IISG Associate Director of Research Tomas Höök has been elected president of the International Association for Great Lakes Research (IAGLR) for the 2016-2017 term. IAGLR, which got its start in the 1950s, is an organization made up of scientists conducting research of large lakes throughout the world.
Höök, currently the vice president, has been member of the organization since his days in graduate school at the University of Michigan.
“We try to keep IAGLR functioning smoothly and facilitating exchange of research information regarding large lakes of the world,” said Höök. That said, we are also exploring opportunities to grow IAGLR. Specifically, we are seeking to hold meetings in addition to the annual conference on Great Lakes research. Ultimately, we hope to better connect Great Lakes researchers with environmental managers, communicators, and educators.”
Jay Beugly, aquaculture ecology specialist, presented on the usefulness real-time buoy data provides to a variety of stakeholders, ranging from recreational boaters to weather service professionals in the southern basin of Lake Michigan. Fellow IISG collaborators Carolyn Foley, Angela Archer, and Tomas Höök, along with Cary Troy of Purdue University, and Ed Verhamme, of LimnoTech were also part of the project.
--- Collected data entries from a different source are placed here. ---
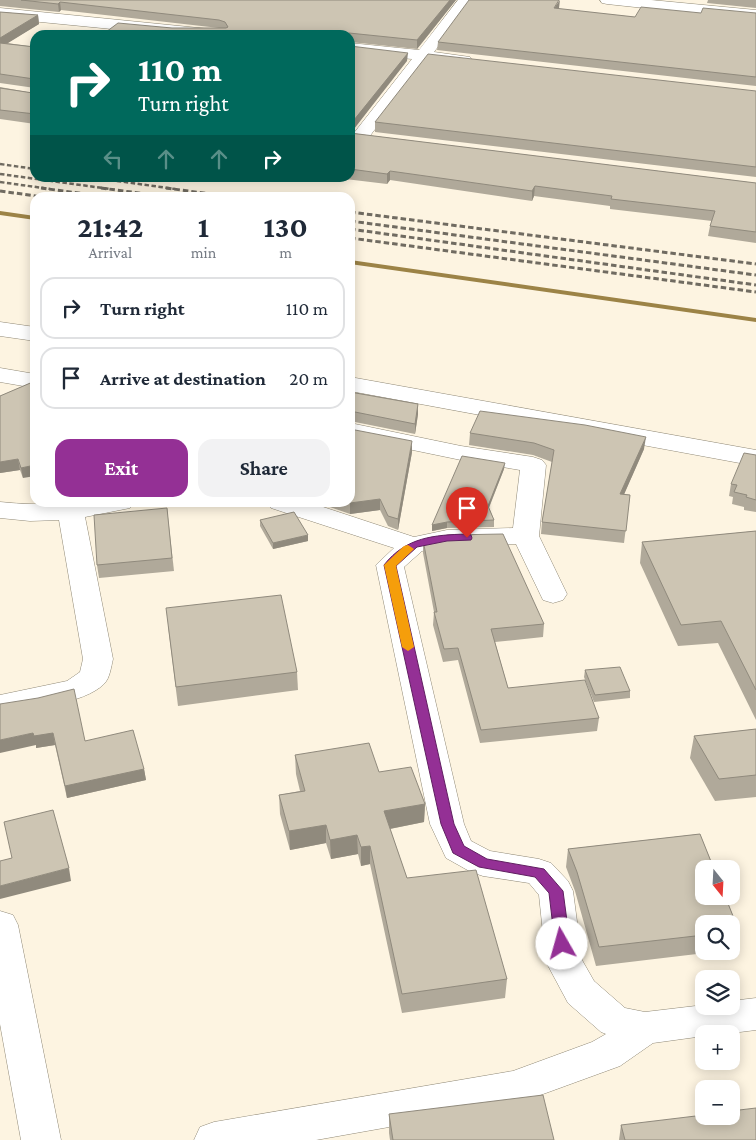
<!DOCTYPE html>
<html lang="en">
<head>
<meta charset="utf-8">
<style>
	:root { --surface:#fff; --page:#f2f2f3; --text:#1f2937; --muted:#747a83; --line:#e0e1e3; --accent:#943095 }
	body { margin:0; font-family:"Crimson Pro",serif; background:var(--page); color:var(--text); height:100vh; display:flex; flex-direction:column; font-size:19px; white-space:nowrap }
	* { box-sizing:border-box; margin:0 }
	p { font-size:16px; color:var(--muted) }
	.icon { flex:none; width:28px; height:28px; fill:none; stroke:currentColor; stroke-width:2; stroke-linecap:round; stroke-linejoin:round }
	.map { position:relative; flex:1; overflow:hidden }
	.drawer { position:absolute; left:30px; top:192px; width:325px; height:315px; display:flex; flex-direction:column; background:var(--surface); border-radius:15px; box-shadow:0 2px 12px #0003 }
	.drawer>* { flex:none }
	.banner { position:absolute; left:30px; top:30px; width:325px; height:152px; border-radius:15px; box-shadow:0 2px 12px #0003; background:#00695c; color:#fff; overflow:hidden }
	.needle { width:32px; rotate:162deg }
	.tools { position:absolute; left:695px; top:860px; display:grid; gap:10px }
	.tools a { display:grid; place-items:center; width:45px; height:45px; border-radius:10px; background:var(--surface); box-shadow:0 2px 12px #0003; font-size:25px }
	.pin { position:absolute; display:grid; place-items:center; width:42px; height:42px; color:#fff; margin:-51px -21px; border-radius:50% 50% 50% 0; rotate:-45deg; box-shadow:0 0 5px #0007 }
	.pin .icon { rotate:45deg }
	.me { position:absolute; width:55px; margin:-28px; rotate:353deg; stroke-linejoin:round; filter:drop-shadow(0 0 4px #0008) }
	.turn { display:flex; align-items:center; gap:18px; height:105px; padding:0 25px; font-size:22px }
	.turn .icon { width:65px; height:65px; stroke-width:2.5 }
	.turn b { display:block; font-size:35px; line-height:42px }
	.lanes { display:flex; align-items:center; height:48px; padding:0 25px; background:#0003; justify-content:center; gap:25px; direction:ltr }
	.lanes .off { opacity:.35 }
	.eta { display:flex; justify-content:space-evenly; align-items:center; height:85px; text-align:center }
	.eta b { font-size:30px; font-weight:700; line-height:35px }
	.cta { display:flex; gap:10px; margin-top:auto; padding:10px 25px }
	.cta a { flex:1; height:58px; border-radius:15px; background:var(--accent); color:#fff; font-size:20px; font-weight:700; line-height:58px; text-align:center }
	.cta a+a { background:var(--page); color:var(--text) }
	ul { padding:0; list-style:none }
	li { display:flex; align-items:center; gap:15px; height:62px; margin:0 10px 8px; padding:0 15px; border:2px solid var(--line); border-radius:15px }
	li div { flex:1 }
	li b { display:block; font-size:19px }
	li em { font-style:normal }
	.map>svg:first-child { display:block }
	.lines { fill:none; stroke-linecap:round; stroke-linejoin:round }
	.stream { fill:#9c8346; fill-rule:evenodd }
	.street-casing { stroke:#908977; stroke-width:1 }
	.secondary-casing { stroke:#908977; stroke-width:1 }
	.street { fill:#fff; fill-rule:evenodd }
	.secondary { fill:#fff; fill-rule:evenodd }
	.rail-far1 { stroke:#706b61; stroke-width:2.5; stroke-dasharray:4.5 2.5; stroke-linecap:butt }
	.rail { stroke:#706b61; stroke-width:3; stroke-dasharray:5.5 3; stroke-linecap:butt }
	.wall { fill:#b0a99a }
	.shaded-wall { fill:#908a7d }
	.building { fill:#cdc5b3; stroke:#908a7d }
	.route { fill:#943095; stroke:#601f61 }
	.slow { fill:#f59e0b }
</style>
</head>
<body>
<div class="map">
<svg width="756" height="1140" viewBox="0 0 756 1140">
	<rect width="100%" height="100%" fill="#fdf4e1"/>
	<g class="lines">
		<!-- stream -->
		<g class="stream">
			<polygon points="0,211 35,216 35,220 0,215"/>
			<polygon points="350,260 756,318 756,322 350,264"/>
		</g>
		<defs>
			<g id="street">
				<polygon points="458,0 473,0 434,52 470,57 472,60 470,63 464,65 427,61 366,141 360,142 354,141 351,137 354,133 412,59 350,53 350,43 419,50"/>
				<polygon points="0,8 219,30 225,32 227,35 173,35 0,18"/>
				<polygon points="0,322 35,327 35,341 0,336"/>
				<polygon points="0,368 35,374 35,388 0,382"/>
				<polygon points="350,377 756,450 756,466 350,391"/>
				<polygon points="350,423 461,446 533,457 542,460 546,465 539,536 567,594 563,600 553,603 543,600 516,544 447,546 422,551 404,567 464,824 471,841 490,851 539,859 551,863 568,881 573,891 582,960 594,981 625,1008 645,1012 704,1005 731,1006 731,1001 756,998 756,1030 724,1034 704,1034 704,1036 653,1043 620,1066 513,1105 316,1140 194,1140 200,1127 214,1122 513,1071 592,1042 606,1034 601,1032 568,1003 546,962 539,895 529,883 483,876 471,872 446,858 430,824 376,565 394,548 271,508 267,502 308,502 414,537 447,530 513,528 520,470 461,460 350,437"/>
				<path d="M0,502C44,507 89,502 134,502L130,508L85,517L113,659C111,667 110,678 104,684C84,704 28,709 0,715V695L67,681L80,672L83,659L59,520L30,521L0,518Z"/>
				<polygon points="0,911 13,915 18,925 61,1140 21,1140 0,1024"/>
			</g>
			<polygon id="secondary" points="600,0 651,0 756,10 756,20 607,4 602,3"/>
		</defs>
		<!-- street casing -->
		<use href="#street" class="street-casing"/>
		<!-- secondary casing -->
		<use href="#secondary" class="secondary-casing"/>
		<!-- street -->
		<use href="#street" class="street"/>
		<!-- secondary -->
		<use href="#secondary" class="secondary"/>
		<!-- rail-far1 -->
		<g class="rail-far1">
			<polyline points="0,164 35,169"/>
			<polyline points="0,174 110,189"/>
			<polyline points="96,178 175,189"/>
			<polyline points="0,182 50,189"/>
		</g>
		<!-- rail -->
		<g class="rail">
			<polyline points="41,188 115,198"/>
			<polyline points="101,188 176,198"/>
			<polyline points="166,188 240,198"/>
			<polyline points="0,191 51,198"/>
			<polyline points="350,212 756,264"/>
			<polyline points="350,221 756,275"/>
			<polyline points="350,229 756,285"/>
			<polyline points="350,238 756,292"/>
		</g>
	</g>
	<!-- wall -->
	<g class="wall">
		<polygon points="0,0 456,0 417,49 350,42 350,35 102,35 172,28 219,28 61,10 59,12 0,6"/>
		<polygon points="708,0 756,0 756,8 707,3"/>
		<polygon points="559,8 559,9 635,17 701,13 756,13 756,86 437,50 438,42"/>
		<polygon points="0,12 38,15 39,24 7,43 35,47 35,88 0,83"/>
		<polygon points="0,87 33,93 35,91 35,124 0,119"/>
		<polygon points="756,91 756,177 375,132 375,122"/>
		<polygon points="350,133 756,183 756,243 708,236 710,226 712,221 610,209 610,206 534,196 532,201 390,180 387,184 337,178 350,178"/>
		<polygon points="35,381 23,478 20,470 0,473 0,396"/>
		<polygon points="350,392 418,404 418,414 415,434 350,421"/>
		<polygon points="470,433 644,449 624,494 630,495 624,543 541,534 542,522 552,462 533,455 469,445"/>
		<polygon points="412,452 398,530 388,526 380,510 350,514 327,506 326,502 350,502"/>
		<polygon points="756,455 756,512 744,510 744,507 732,504 733,497 729,496 731,484"/>
		<polygon points="504,469 489,508 494,520 494,527 447,528 432,531 432,525"/>
		<polygon points="167,508 174,571 99,578 97,565"/>
		<polygon points="260,520 308,541 273,549 260,526"/>
		<polygon points="756,531 756,720 718,643 678,646 640,563 642,542"/>
		<polygon points="423,540 544,624 543,637 495,642 508,688 599,718 597,731 480,743 458,660 443,662 433,625 434,612 423,553"/>
		<polygon points="168,626 297,672 298,690 178,706"/>
		<polygon points="585,670 630,691 630,698 594,702 584,677"/>
		<polygon points="0,704 85,741 144,769 146,780 67,798 55,745 36,748 36,745"/>
		<polygon points="756,729 756,797 715,801 690,758 694,736"/>
		<polygon points="295,755 379,772 425,804 424,822 390,829 407,878 507,979 505,998 402,1013 370,864 361,866 358,854 331,859 326,843 290,850 280,814 279,795 300,791 296,774"/>
		<polygon points="700,834 714,869 704,869 704,896 725,896 739,931 735,950 731,950 731,924 704,924 704,951 722,951 596,966 575,891 566,867 568,849"/>
		<polygon points="389,1114 554,1140 390,1140 389,1133"/>
		<polygon points="621,1125 756,1140 619,1140"/>
	</g>
	<!-- shaded-wall -->
	<g class="shaded-wall">
		<polygon points="450,0 456,0 417,49 417,40"/>
		<polygon points="560,0 559,8 553,17 554,8"/>
		<polygon points="60,2 61,10 59,12 58,4"/>
		<polygon points="38,15 39,24 0,48 0,38"/>
		<polygon points="408,53 407,61 354,129 350,130 350,120"/>
		<polygon points="390,171 390,180 387,184 387,174"/>
		<polygon points="535,186 534,196 532,201 532,191"/>
		<polygon points="418,404 418,414 415,434 415,424"/>
		<polygon points="646,437 644,449 619,506 620,494"/>
		<polygon points="412,441 412,452 398,530 398,519"/>
		<polygon points="18,459 20,470 0,473 0,462"/>
		<polygon points="505,463 504,469 487,512 488,506"/>
		<polygon points="35,465 35,476 23,478 21,468"/>
		<polygon points="380,499 380,510 350,514 350,503"/>
		<polygon points="447,522 447,528 432,531 432,525"/>
		<polygon points="308,535 308,541 273,549 273,543"/>
		<polygon points="33,733 53,733 55,745 36,748 36,745 0,753 0,740"/>
		<polygon points="144,769 146,780 67,798 65,786"/>
		<polygon points="425,804 424,822 384,830 384,811"/>
		<polygon points="326,825 326,843 290,850 289,831"/>
		<polygon points="357,835 358,854 331,859 330,840"/>
		<polygon points="370,846 370,864 361,866 361,847"/>
		<polygon points="69,868 71,881 0,899 0,886"/>
	</g>
	<!-- building -->
	<g class="building">
		<polygon points="21,0 450,0 417,40 349,33 349,35 102,35 118,23 172,28 226,28 228,27 225,22 219,20 60,2 58,4"/>
		<polygon points="469,0 559,0 554,8 635,17 641,7 701,13 703,8 756,13 756,77 438,42"/>
		<polygon points="0,12 38,15 0,38"/>
		<polygon points="0,43 35,47 35,80 34,79 0,74"/>
		<polygon points="350,46 408,53 354,120 350,120"/>
		<polygon points="428,54 756,91 756,167 375,122"/>
		<polygon points="0,88 33,93 35,91 35,114 0,110"/>
		<polygon points="350,133 756,183 756,232 710,226 715,211 611,199 612,196 535,186 532,191 390,171 387,174 350,169"/>
		<polygon points="35,381 35,465 21,468 18,459 0,462 0,396"/>
		<polygon points="350,392 418,404 415,424 350,411"/>
		<polygon points="480,411 585,425 646,437 620,494 630,495 626,531 542,522 554,450 534,443 470,433"/>
		<polygon points="350,429 412,441 398,519 388,516 380,499 350,503 348,502 350,502"/>
		<polygon points="744,453 756,455 756,500 746,497 747,495 734,492 737,485 731,484"/>
		<polygon points="462,456 505,463 488,506 494,520 447,522 432,525"/>
		<polygon points="167,508 172,558 97,565 94,515"/>
		<polygon points="294,512 308,535 273,543 260,520"/>
		<polygon points="756,531 756,690 721,621 681,625 642,542"/>
		<polygon points="503,534 544,624 491,629 508,688 585,680 599,718 481,730 458,648 444,649 434,612 437,612 423,540 448,535"/>
		<polygon points="281,595 297,672 176,687 166,608"/>
		<polygon points="620,667 630,691 595,695 585,670"/>
		<polygon points="74,689 85,741 133,730 144,769 65,786 53,733 34,736 33,733 0,740 0,704 38,698"/>
		<polygon points="756,729 756,775 719,779 694,736"/>
		<polygon points="369,743 379,772 411,767 425,804 384,811 407,878 476,870 507,979 402,994 370,846 361,847 357,835 330,840 326,825 289,831 279,795 305,791 295,755"/>
		<polygon points="53,810 69,868 0,886 0,861 12,858 4,822"/>
		<polygon points="700,834 714,869 704,869 704,896 725,896 739,931 731,932 731,924 704,924 704,935 599,947 577,872 568,849"/>
		<polygon points="543,1095 554,1140 393,1140 389,1114"/>
		<polygon points="756,1108 756,1140 625,1140 621,1125 704,1115 704,1116 731,1116 731,1111"/>
	</g>
	<!-- route -->
	<path class="route" d="M467,534L471,535L472,538L471,540L447,541L417,547L396,566L454,824L464,846L487,859L544,869L563,891L570,944L567,949L562,950L557,949L555,944L549,893L535,877L479,867L453,853L441,824L384,565C406,537 434,535 467,534Z"/>
	<!-- slow -->
	<polygon class="slow" points="408,545 414,549 396,566 414,647 408,651 402,647 384,565 404,546"/>
</svg>
<div class="tools">
<a><svg class="needle" viewBox="-14 -14 28 28"><path d="M0-13l5 13h-10z" fill="#e53935"/><path d="M0 13l5-13h-10z" fill="#747a83"/></svg></a>
<a><svg class="icon" aria-label="search" viewBox="0 0 24 24"><circle cx="10" cy="10" r="6"/><path d="M15 15l6 6"/></svg></a>
<a><svg class="icon" aria-label="layers" viewBox="0 0 24 24"><path d="M12 4l9 5-9 5-9-5zM3 14l9 5 9-5"/></svg></a>
<a>+</a>
<a>−</a>
</div>
<div class="pin" style="left:467px;top:538px;background:#d93025"><svg class="icon" aria-label="arrive" viewBox="0 0 24 24"><path d="M6 21V4h12l-3 4 3 4H6"/></svg></div>
<svg class="me" style="left:562px;top:944px" viewBox="-20 -20 40 40"><circle r="19" fill="#fff"/><path d="M0-13L10 11 0 6-10 11z" fill="#943095"/></svg>
<div class="banner">
<div class="turn"><svg class="icon" aria-label="right" viewBox="0 0 24 24"><path d="M7 20v-9h11M14 6l5 5-5 5"/></svg><div><b>110 m</b>Turn right</div></div>
<div class="lanes"><svg class="icon off" aria-label="left" viewBox="0 0 24 24"><path d="M17 20v-9H6M10 6l-5 5 5 5"/></svg><svg class="icon off" aria-label="ahead" viewBox="0 0 24 24"><path d="M12 20V5M6 11l6-6 6 6"/></svg><svg class="icon off" aria-label="ahead" viewBox="0 0 24 24"><path d="M12 20V5M6 11l6-6 6 6"/></svg><svg class="icon" aria-label="right" viewBox="0 0 24 24"><path d="M7 20v-9h11M14 6l5 5-5 5"/></svg></div>
</div>
<section class="drawer">
<div class="eta">
<div><b>21:42</b><p>Arrival</p></div>
<div><b>1</b><p>min</p></div>
<div><b>130</b><p>m</p></div>
</div>
<ul>
<li><svg class="icon" aria-label="right" viewBox="0 0 24 24"><path d="M7 20v-9h11M14 6l5 5-5 5"/></svg><div><b>Turn right</b></div><em>110 m</em></li>
<li><svg class="icon" aria-label="arrive" viewBox="0 0 24 24"><path d="M6 21V4h12l-3 4 3 4H6"/></svg><div><b>Arrive at destination</b></div><em>20 m</em></li>
</ul>
<div class="cta"><a>Exit</a><a>Share</a></div>
</section>
</div>
</body>
</html>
A presentation by Community Outreach Specialist Kristin TePas shared best management practices for setting up and conducting science-based videocalls with K-12 classrooms. She also co-chaired a session on Great Lakes education and outreach.
Carolyn Foley, assistant research coordinator, shared her work on the contribution and effects of different terrestrial nutrient sources on the diets of small-bodied fishes in nearshore Lake Michigan.
Paris Collingsworth, Great Lakes ecosystem specialist, presented findings from research derived from two programs that monitor phosphorus and chlorophyll in Lake Erie. The goal was to paint a more complete picture of lower food web level dynamics. Collingsworth also co-chaired a session dedicated to ecological connections in Lake Michigan.
In addition to contributing to eight presented projects, Tomas Höök a co-chaired a session on the global stressors on large-lake ecosystems.